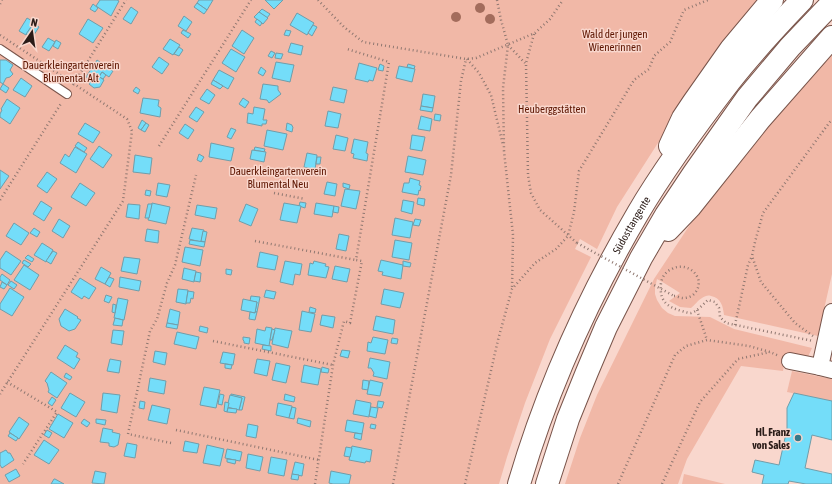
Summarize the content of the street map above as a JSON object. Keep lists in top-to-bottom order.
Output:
{
  "streets": {
    "highway": ["Südosttangente"]
  },
  "parks": [
    "Wald der jungen Wienerinnen",
    "Dauerkleingartenverein Blumental Alt",
    "Heuberggstätten",
    "Dauerkleingartenverein Blumental Neu"
  ],
  "places": ["Hl. Franz von Sales"],
  "north": "top"
}
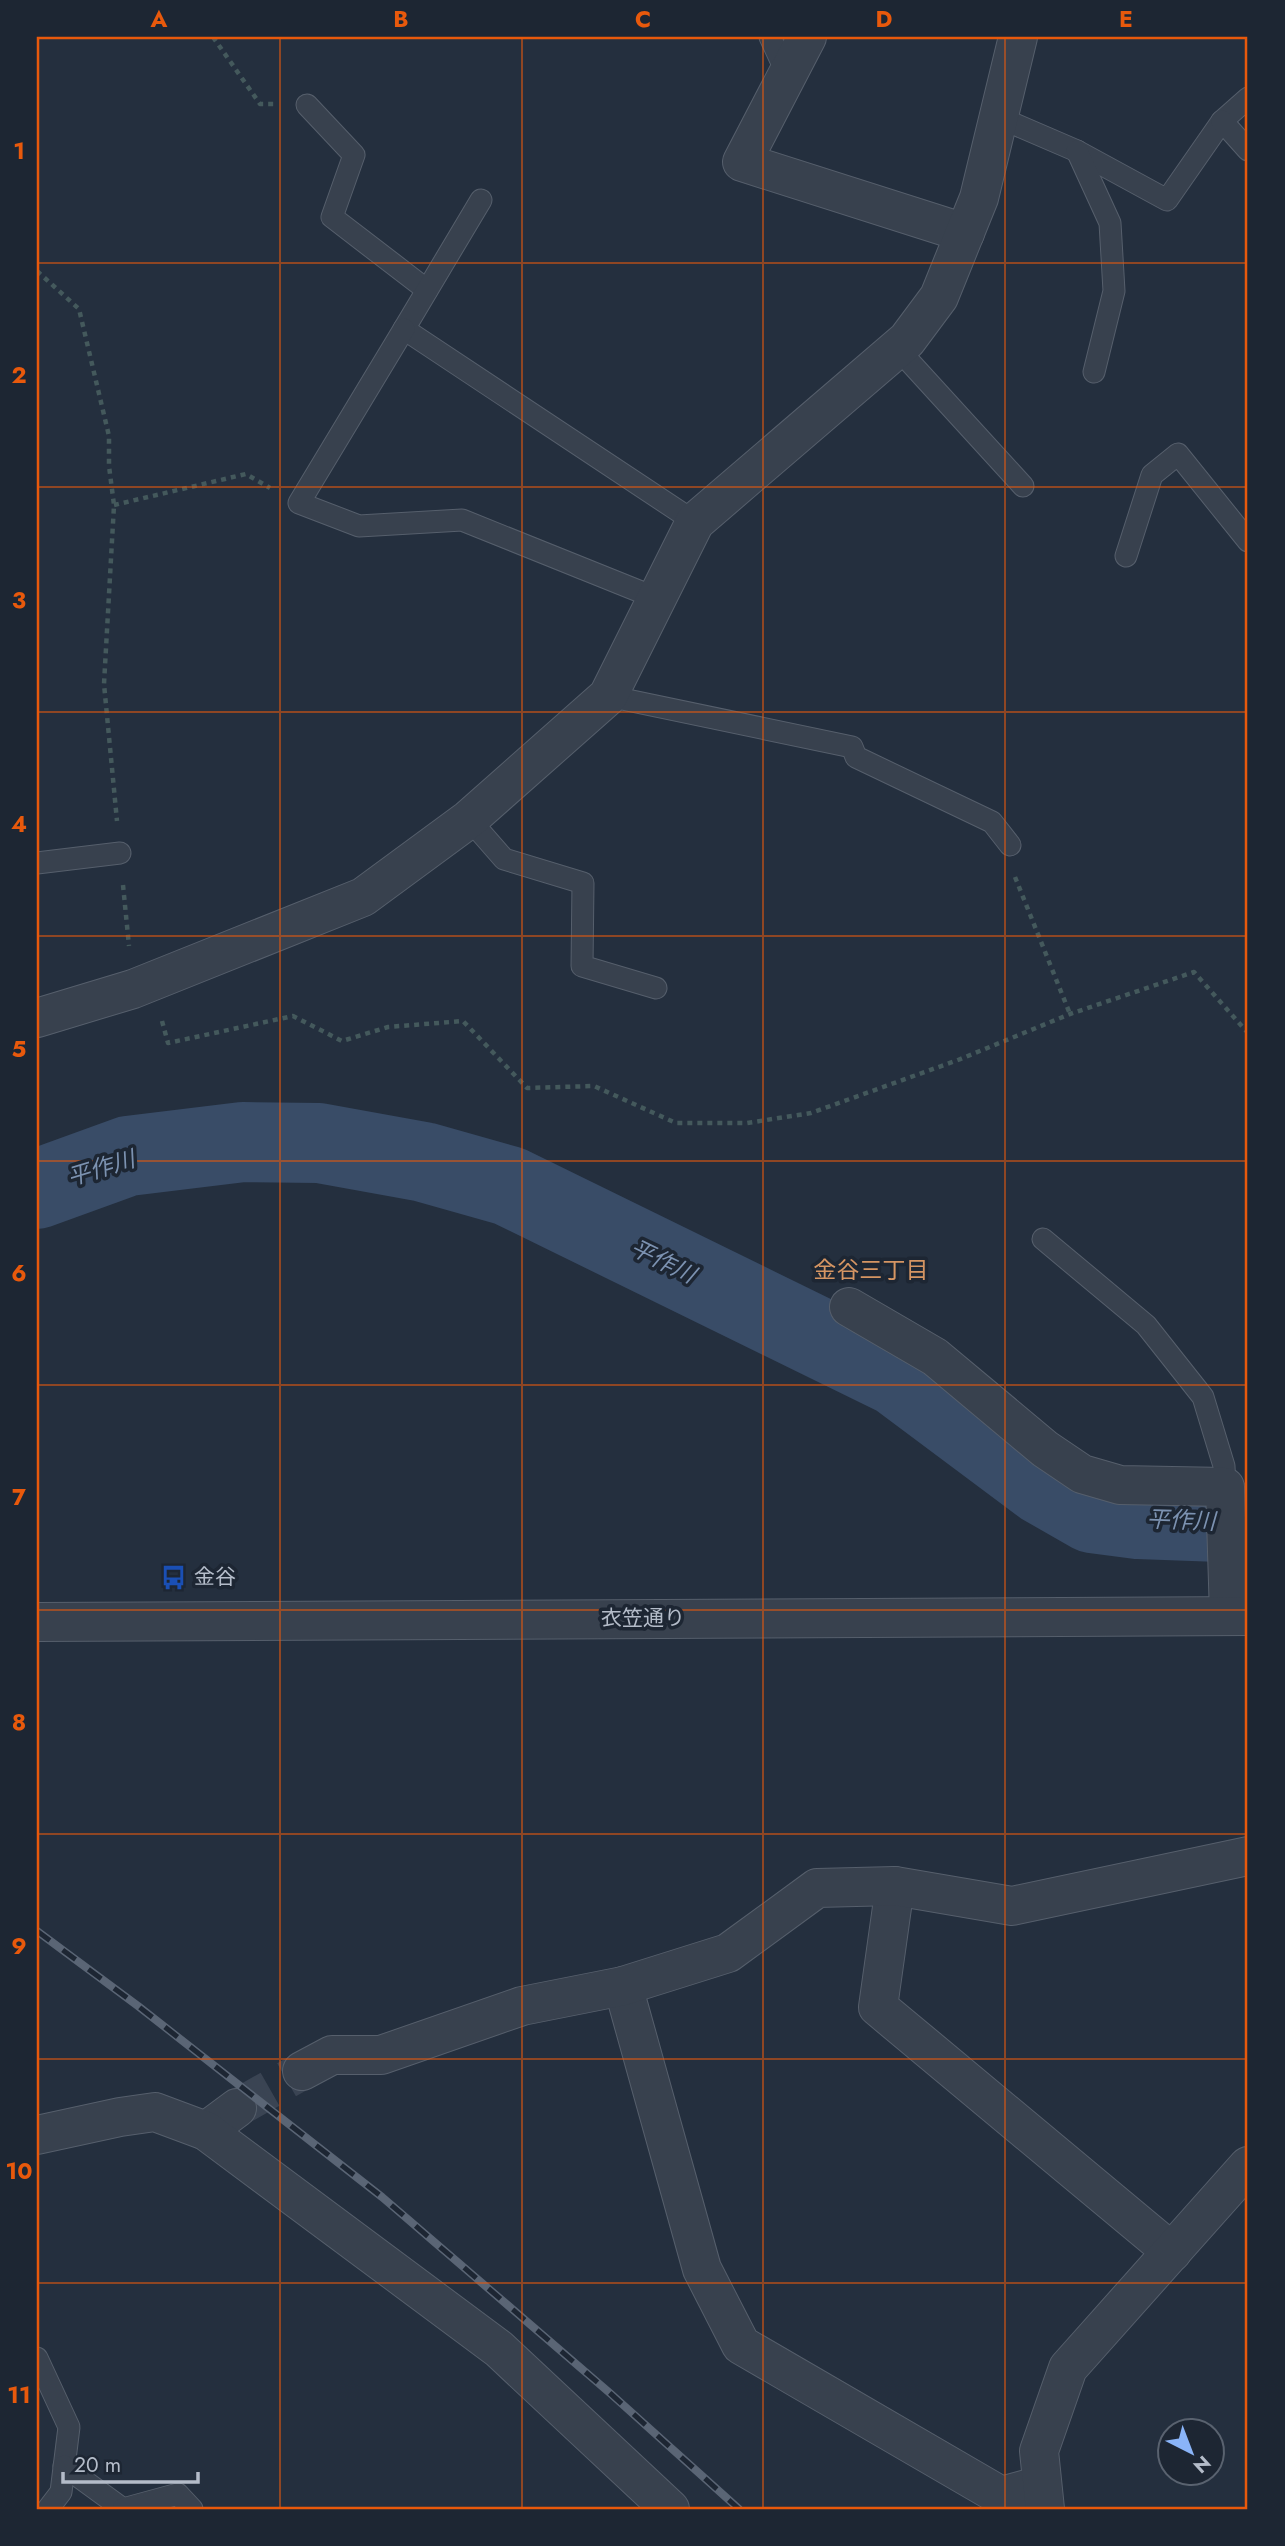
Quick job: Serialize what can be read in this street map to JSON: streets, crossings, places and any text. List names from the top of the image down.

=====

* **TASK DETAILS**:
Leaving all pictures aside, quote each record exactly.

* **EXERCISE RESULT**:
Summarize the content of the street map above as a JSON object. Keep lists in top-to-bottom order.
Output:
{
  "streets": {
    "highway": ["Südosttangente"]
  },
  "parks": [
    "Wald der jungen Wienerinnen",
    "Dauerkleingartenverein Blumental Alt",
    "Heuberggstätten",
    "Dauerkleingartenverein Blumental Neu"
  ],
  "places": ["Hl. Franz von Sales"],
  "north": "top"
}
Quick job: Serialize what can be read in this street map to JSON: streets, crossings, places and any text. List names from the top of the image down.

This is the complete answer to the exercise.